Mardi Gras Day [livejournal.com profile] mshollie and I avoided the big parades and crowded tourist areas, staying in Marigny and the lower French Quarter. After mimosas at a friend's place we visited a few places around Marigny where revelers gather. The Society of Saint Anne seems to have split into two parts this year; I've heard various conflicting stories as to what was up with that. We caught at least a good bit of both.

For out of town readers, in addition to the big parades schedualed in the carnival guides and the paper, there are many delightful groups of various degrees of formality walking or rolling around the streets of a number of neighborhoods with impressive costumes &/or live bands &/or human propelled mini-floats. Some have been around for generations, others come and go each year. Saint Anne is one of the finest with the first two attributes.

We also caught Mondo Kayo and a group I hadn't heard of before but enjoyed, the "Krewe of Grotesque and Outlandish Habiliments". We spent some hours parading with the "Krewe of Kosmic Debris" and I played with the Pair-O-Dice Tumbers band. At Jackson Square the Krewe of Jieuxs passed through. Later we caught a group I don't know the name of with a band and a dance troupe all with "13" on their hats (from the 13th Ward?)

[livejournal.com profile] nola_photos has a number of posts by me and others with pix of this year's Mardi Gras.

I didn't catch the Panorama Band on Mardi Gras Day. Here's a YouTube video of them heading down Charters from Jackson Square doing one of their Eastern European tunes. (via Adrastos) I did catch the Panorama with, IIRC, the Knights of Chaos parade. Thoth needs to have them again next year!

I also caught Panorama yesterday, for the memorial "jazz funeral" for Helen Hill. We gathered at Helen and Pauly's pre-K home in Mid City. I guestimate about 200 people, 2 bands -- the Panorama and the Hot 8-- and multiple tv news cameras. Helen's brother was grand marshal and her close friends Shari and Burgin dressed as clowns-- no drab all black parade for Helen. Many cupcakes were handed out. We marched some 2 & 1/2 miles to Ernie K-Doe's Mother In Law Lounge on Claiborne by the back of Treme. Most of the route is still pretty devastated from the aftermath of the great Federal levee breaches.
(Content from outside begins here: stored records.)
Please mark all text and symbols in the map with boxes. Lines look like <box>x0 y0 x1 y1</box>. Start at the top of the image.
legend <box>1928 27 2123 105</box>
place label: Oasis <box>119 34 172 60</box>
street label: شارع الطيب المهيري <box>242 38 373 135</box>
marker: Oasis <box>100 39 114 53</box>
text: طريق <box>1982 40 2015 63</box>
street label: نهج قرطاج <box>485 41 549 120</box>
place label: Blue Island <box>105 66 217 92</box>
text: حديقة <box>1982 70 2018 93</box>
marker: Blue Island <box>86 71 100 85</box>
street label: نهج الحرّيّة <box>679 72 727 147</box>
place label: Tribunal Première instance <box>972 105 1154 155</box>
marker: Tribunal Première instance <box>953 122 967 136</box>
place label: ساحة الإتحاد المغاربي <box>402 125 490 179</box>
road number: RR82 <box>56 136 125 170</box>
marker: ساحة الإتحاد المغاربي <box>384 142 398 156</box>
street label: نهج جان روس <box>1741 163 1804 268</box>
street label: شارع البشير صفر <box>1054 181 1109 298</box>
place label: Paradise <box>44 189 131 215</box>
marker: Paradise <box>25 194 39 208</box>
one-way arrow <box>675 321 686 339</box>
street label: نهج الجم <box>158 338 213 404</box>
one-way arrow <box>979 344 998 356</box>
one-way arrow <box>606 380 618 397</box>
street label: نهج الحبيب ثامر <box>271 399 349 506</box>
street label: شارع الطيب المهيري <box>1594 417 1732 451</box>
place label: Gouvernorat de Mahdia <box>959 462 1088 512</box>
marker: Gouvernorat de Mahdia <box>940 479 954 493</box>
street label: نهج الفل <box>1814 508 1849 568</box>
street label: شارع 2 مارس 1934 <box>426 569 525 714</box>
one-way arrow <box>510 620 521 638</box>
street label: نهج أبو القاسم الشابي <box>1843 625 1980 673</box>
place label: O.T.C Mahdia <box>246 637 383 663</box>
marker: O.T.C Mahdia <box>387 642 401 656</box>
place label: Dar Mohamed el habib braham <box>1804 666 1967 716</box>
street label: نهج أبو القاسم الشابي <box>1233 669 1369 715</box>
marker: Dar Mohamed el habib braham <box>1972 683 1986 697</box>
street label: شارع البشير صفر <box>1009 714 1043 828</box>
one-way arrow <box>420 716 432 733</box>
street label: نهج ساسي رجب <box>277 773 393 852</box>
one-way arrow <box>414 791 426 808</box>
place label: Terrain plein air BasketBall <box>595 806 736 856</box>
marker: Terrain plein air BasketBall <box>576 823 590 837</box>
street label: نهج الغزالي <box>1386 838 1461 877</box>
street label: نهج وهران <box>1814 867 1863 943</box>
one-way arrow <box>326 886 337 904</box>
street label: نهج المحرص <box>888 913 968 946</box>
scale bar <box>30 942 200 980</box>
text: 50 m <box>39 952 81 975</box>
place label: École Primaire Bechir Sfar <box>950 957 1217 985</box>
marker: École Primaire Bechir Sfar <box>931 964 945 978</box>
Panorama played some beautiful dirges at the start, then lots of New Orleans tunes. I brought my trombone to help send off Helen but other than the lead in and out choruses mostly stayed out of the way as Panorama has some beautiful head arrangements with unusual instrumentation-- about the only band around here where you still hear such old style instruments as alto and baritone horns (not meaning saxes). They also played some of their Eastern European numbers, then at the end did a rousing version of The Troublemaker's number "Emma Goldman".

Edit: YouTube of a short bit of a dirge at the start and YouTube with short bit of "Emma Goldman" at the end, the later with a 1 second view of yours frogly.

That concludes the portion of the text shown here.